Directions for this task
Images do not belong in the copy. Retype the entries exactly.

-- Provided records follows --

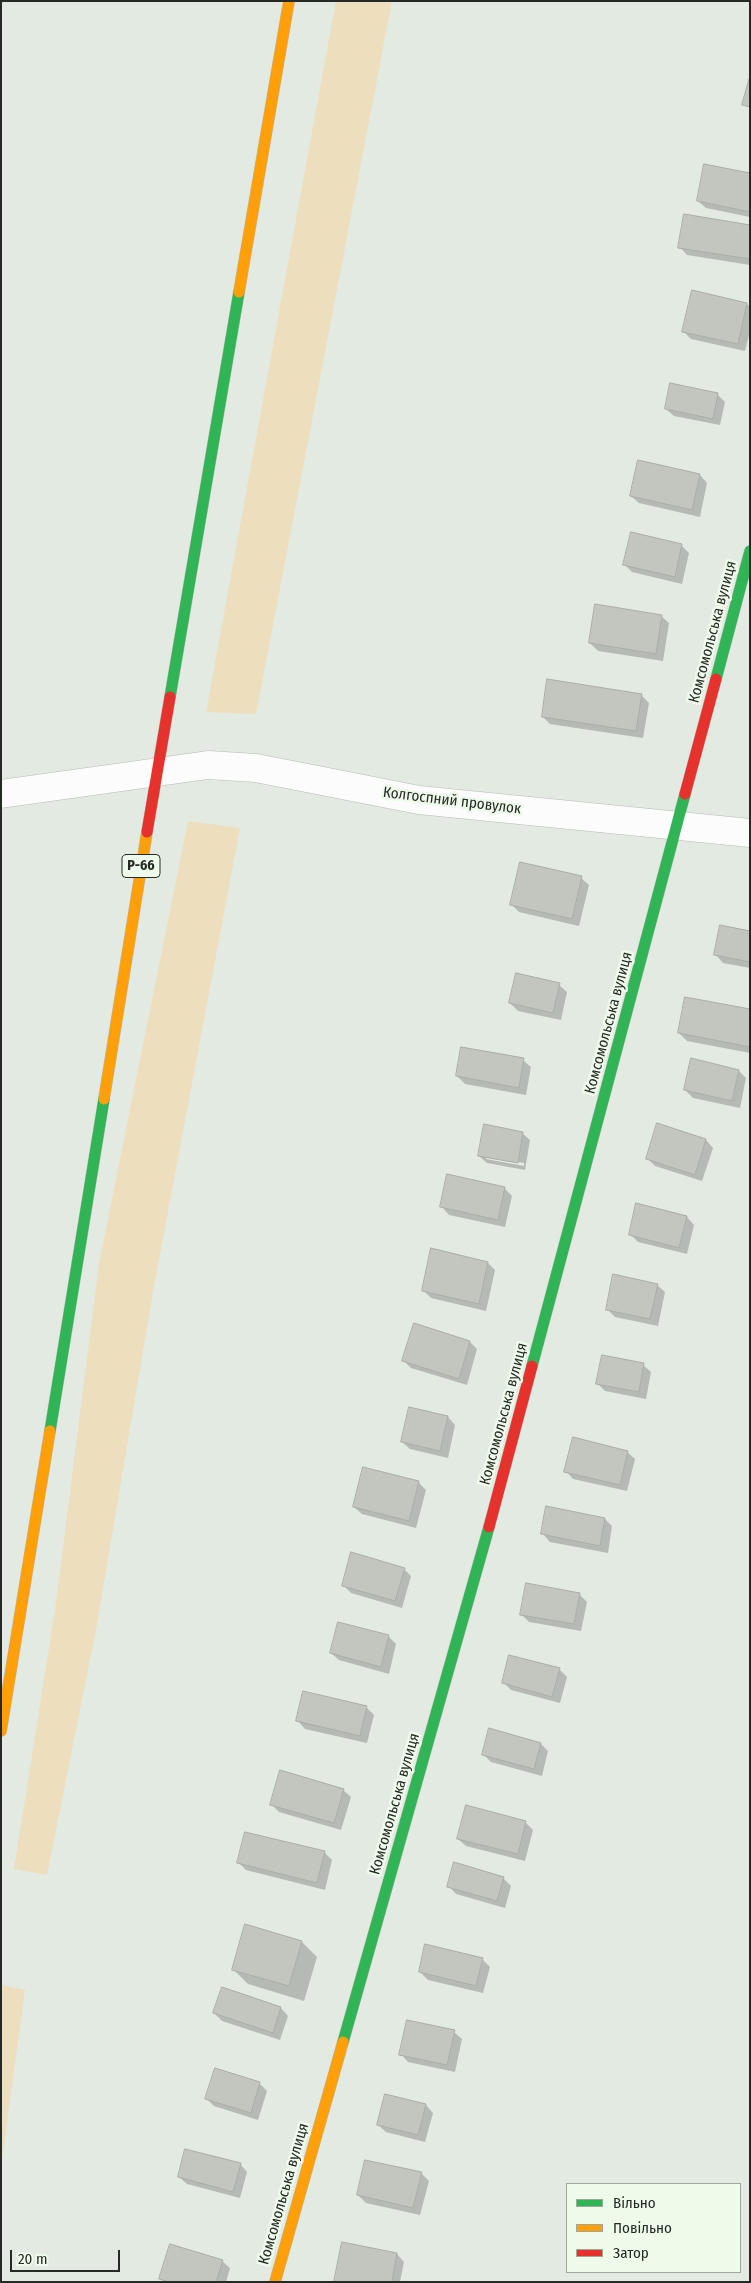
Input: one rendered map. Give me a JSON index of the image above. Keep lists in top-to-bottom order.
{
  "streets": {
    "street": ["Комсомольська вулиця", "Колгоспний провулок", "Р-66"]
  },
  "crossings": [
    ["Комсомольська вулиця", "Колгоспний провулок"],
    ["Колгоспний провулок", "Р-66"]
  ],
  "legend": ["Вільно", "Повільно", "Затор"],
  "scale_bar": "20 m"
}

-- Provided records concluded --

Exercise output
Input: one rendered map. Give me a JSON index of the image above. Keep lists in top-to-bottom order.
{
  "streets": {
    "street": ["Комсомольська вулиця", "Колгоспний провулок", "Р-66"]
  },
  "crossings": [
    ["Комсомольська вулиця", "Колгоспний провулок"],
    ["Колгоспний провулок", "Р-66"]
  ],
  "legend": ["Вільно", "Повільно", "Затор"],
  "scale_bar": "20 m"
}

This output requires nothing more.